60-я параллель(изд.1955) - Успенский Лев Васильевич. Страница 76
Ни Ким, ни Фотий не представляли себе, как, наподобие реки горячей грязи, хлынувшей из жерла вулкана, клубясь и волнуясь, накатывается на твердыню Ленинградского плацдарма вражеский поток, страшный именно своим поступательным движением. Им не было видно, как на всем его протяжении — там, здесь, в сотне других мест, изнутри образующегося кольца и извне его, — наше командование стремится задержать эту реку, бросая ей навстречу свежие части, отвлекая врага ударами соседних фронтов, настойчиво стараясь остановить ее растекающиеся вширь струи. Если бы удалось запрудить хоть один из рукавов, стало бы, вероятно, возможным соорудить и всю плотину. Но бурая вода фашистского потопа, даже мелея, даже оставляя за собой тысячи тысяч мертвых тел, всё еще рвалась вперед, затопляя последние клочки нашей Прибалтийской суши.
Фотий и Кимка не видели ничего этого. Они видели другое.
Рано утром их разбудили. Где-то за Калищами немец прорвал фронт на реке, левее железной дороги. Тесня наших, он движется сюда вдоль шоссе. Вот и всё. Значит, надо действовать.

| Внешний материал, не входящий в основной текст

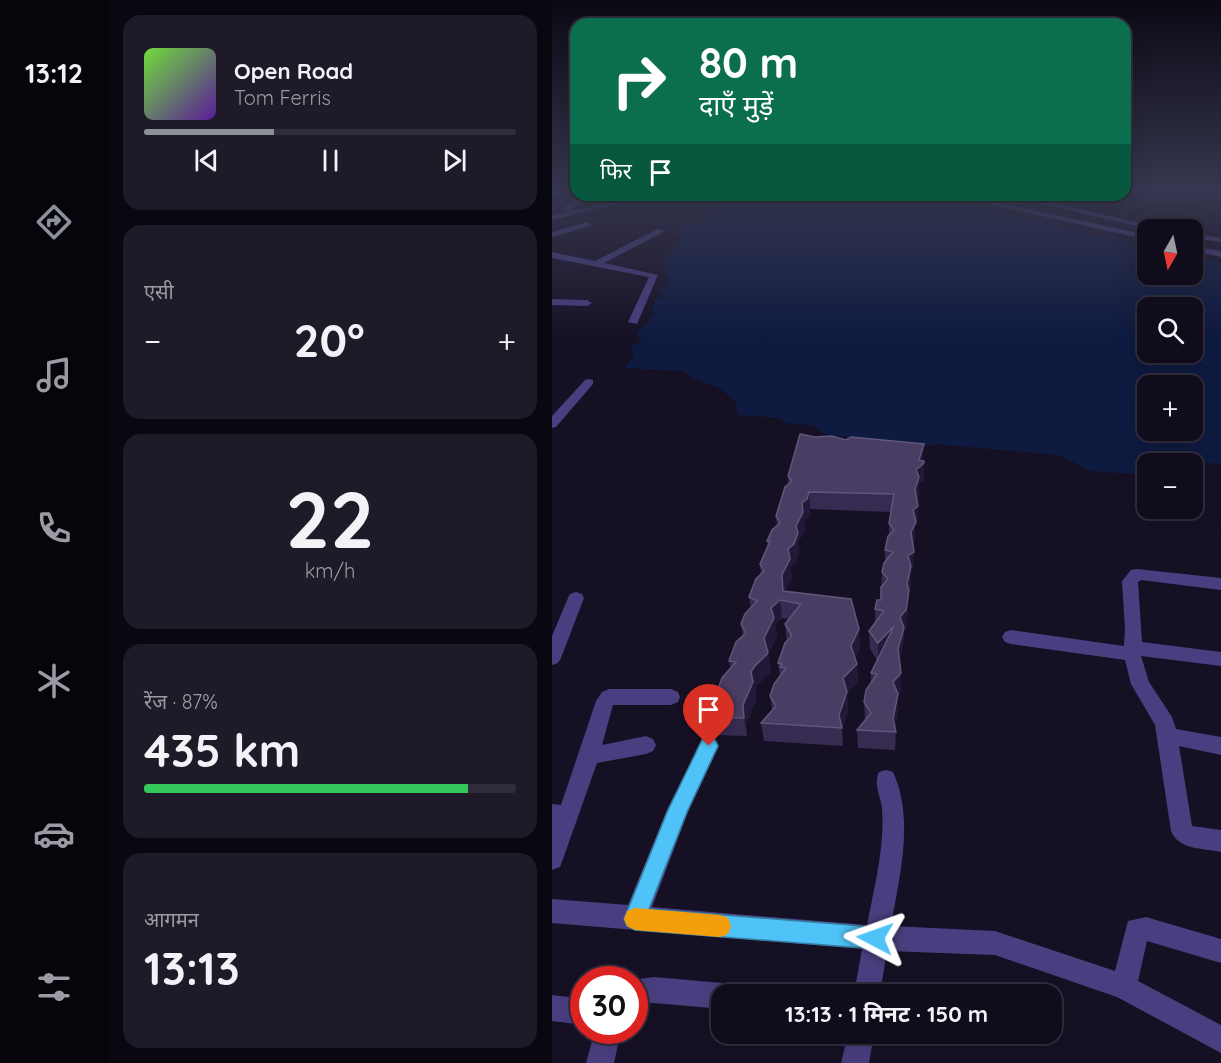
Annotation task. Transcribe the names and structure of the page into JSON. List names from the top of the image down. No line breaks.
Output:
{"north":"bottom","page":{"tabs":"13:12","turn":["80 m","दाएँ मुड़ें"],"song":["Open Road","Tom Ferris"],"then":"फिर","map_buttons":["+","−"],"tile":["एसी",["22","km/h"],["रेंज · 87%","435 km"],["आगमन","13:13"]],"heat":["−","20°","+"],"limit":"30","trip":"13:13 · 1 मिनट · 150 m"}}
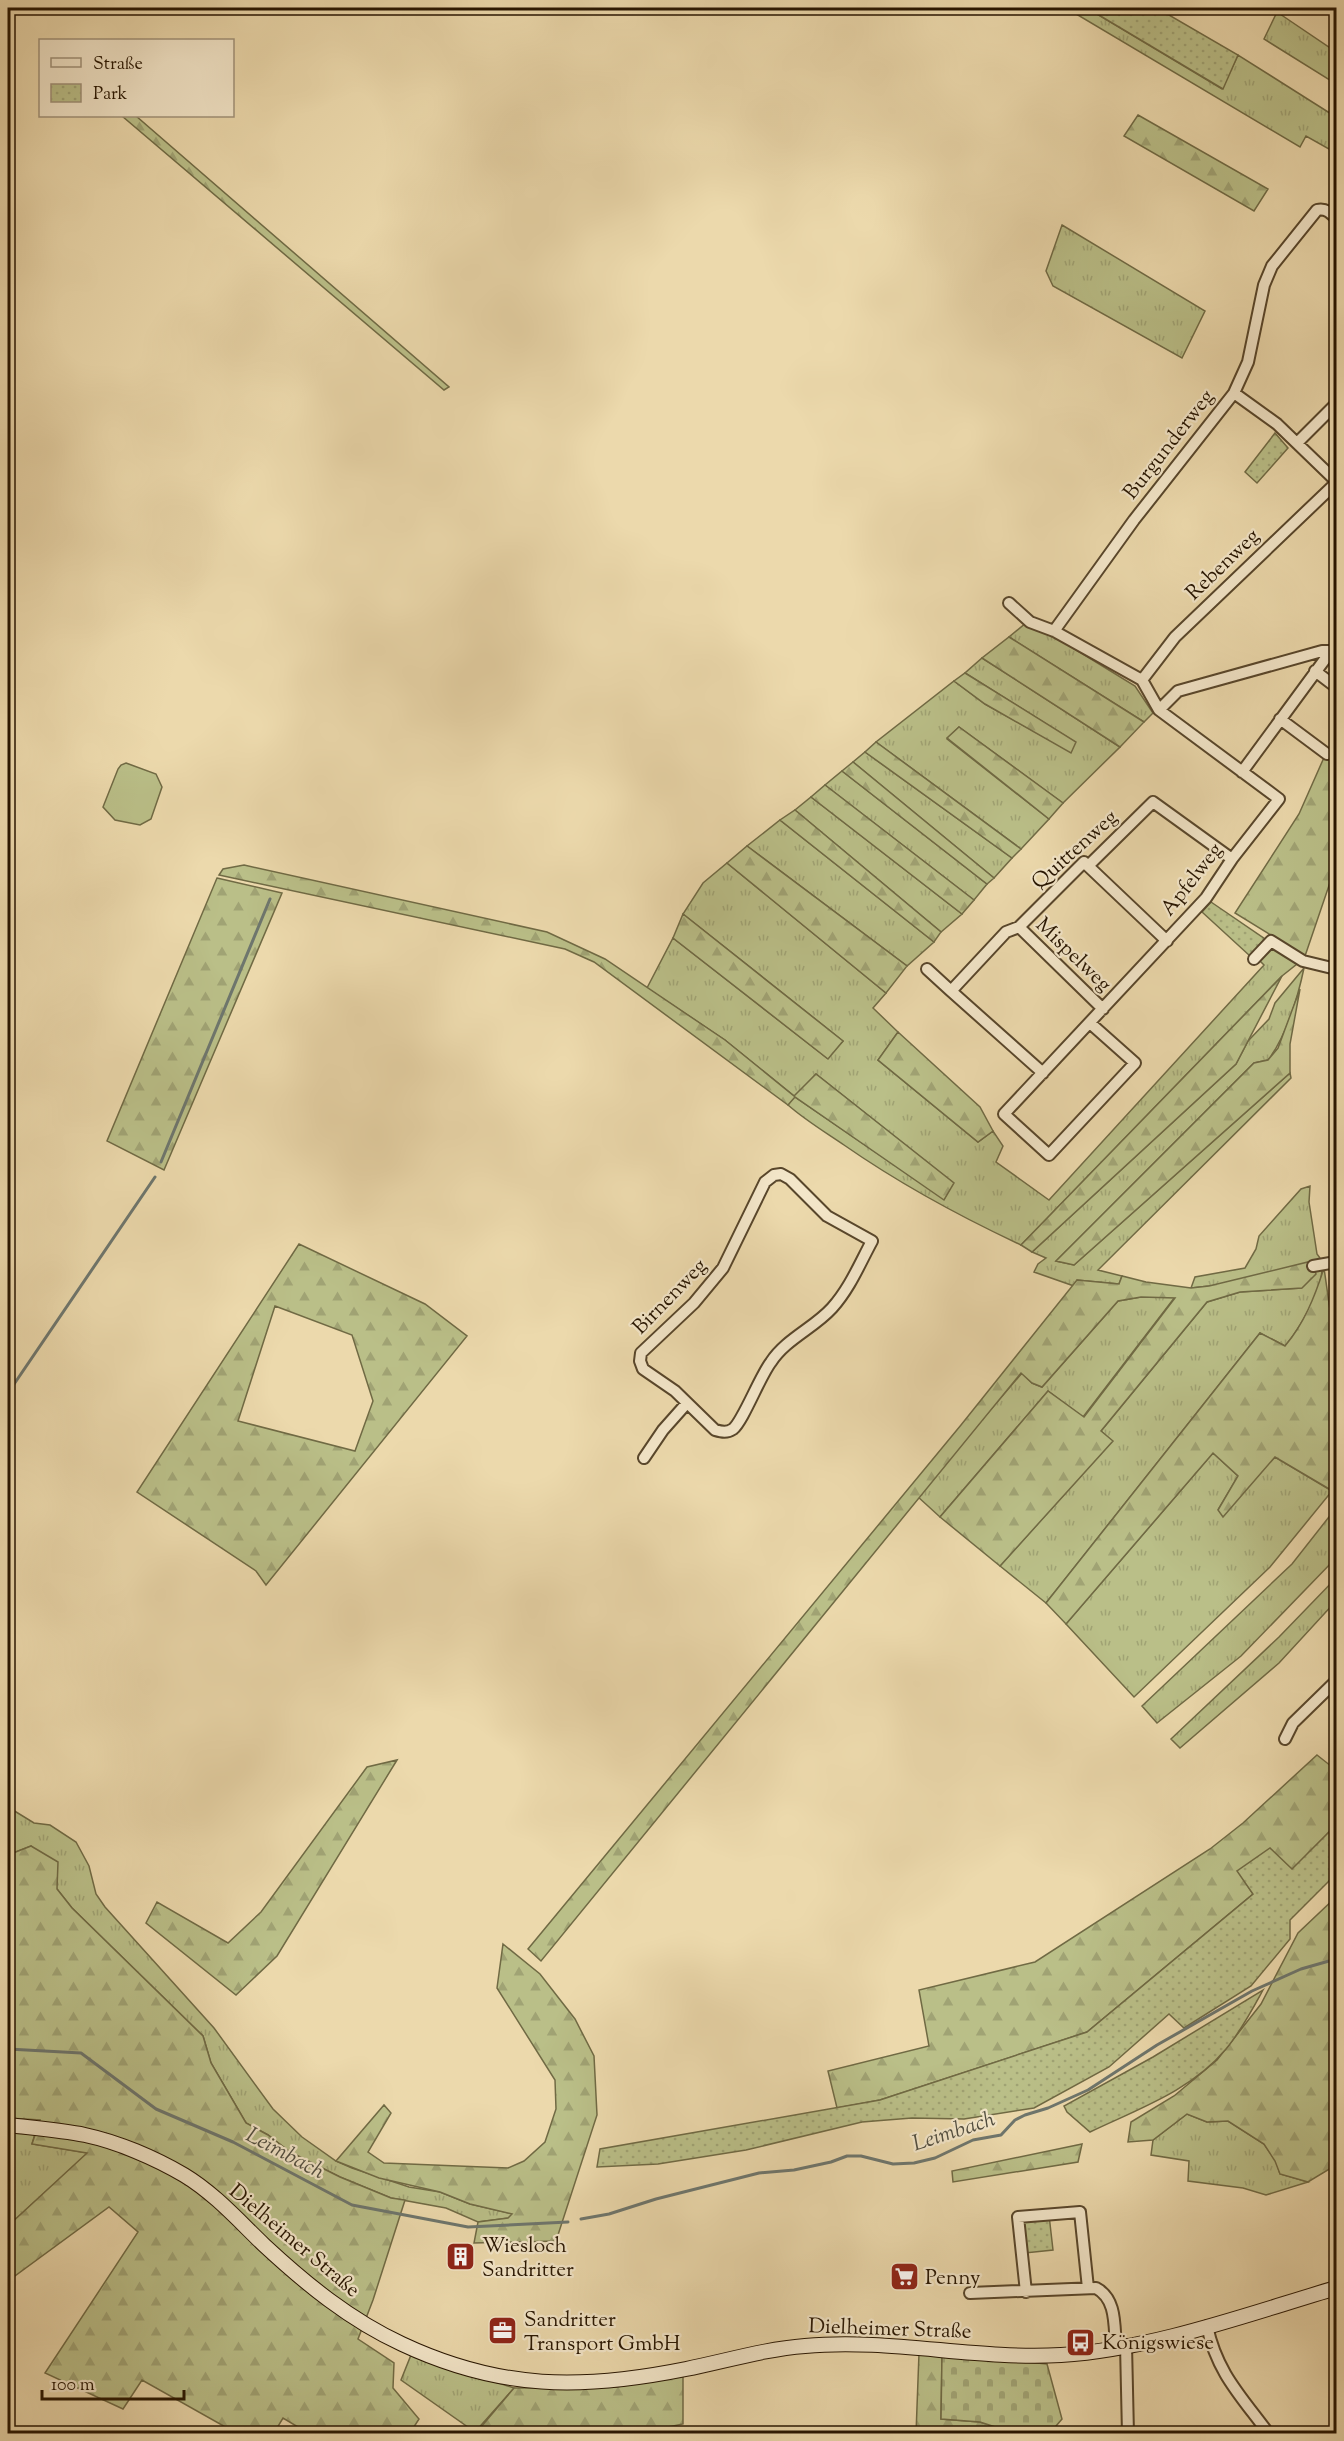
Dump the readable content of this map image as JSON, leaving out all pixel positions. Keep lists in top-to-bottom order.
{
  "streets": {
    "main road": ["Dielheimer Straße"],
    "street": [
      "Burgunderweg",
      "Rebenweg",
      "Quittenweg",
      "Apfelweg",
      "Mispelweg",
      "Birnenweg"
    ]
  },
  "crossings": [
    ["Burgunderweg", "Rebenweg"],
    ["Rebenweg", "Apfelweg"],
    ["Quittenweg", "Apfelweg"],
    ["Quittenweg", "Mispelweg"],
    ["Apfelweg", "Mispelweg"]
  ],
  "water": ["Leimbach"],
  "places": {
    "building": ["Wiesloch Sandritter"],
    "supermarket": ["Penny"],
    "office": ["Sandritter Transport GmbH"],
    "bus stop": ["Königswiese"]
  },
  "legend": ["Straße", "Park"],
  "scale_bar": "100 m"
}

В полумраке, почти бегом, они кинулись вперед за командирами.
На границе станции отряд погрузили в машины вместе с пулеметами и боезапасом.
Кругом мелькали во мраке неясные фигуры; царила тревога и таинственная ночная суета ближнего тыла. Всё стало непонятным.
Машина довезла их до того места, где к шоссе, справа и слева, подступали по лесу два топких лесных болота. Шоссе тянулось между ними, как по естественной гати. Здесь их и высадили всех.
Первая рота бегом кинулась по лесу к оконечности правого болота; вторая рассыпалась влево. Ким и Фотий, имея при себе дегтяревский пулемет, заняли, как им приказал командир роты, маленький дзотик над дорогой, сооруженный, очевидно, недели две тому назад на песчаном, усеянном валунами и поросшем лесом бугре.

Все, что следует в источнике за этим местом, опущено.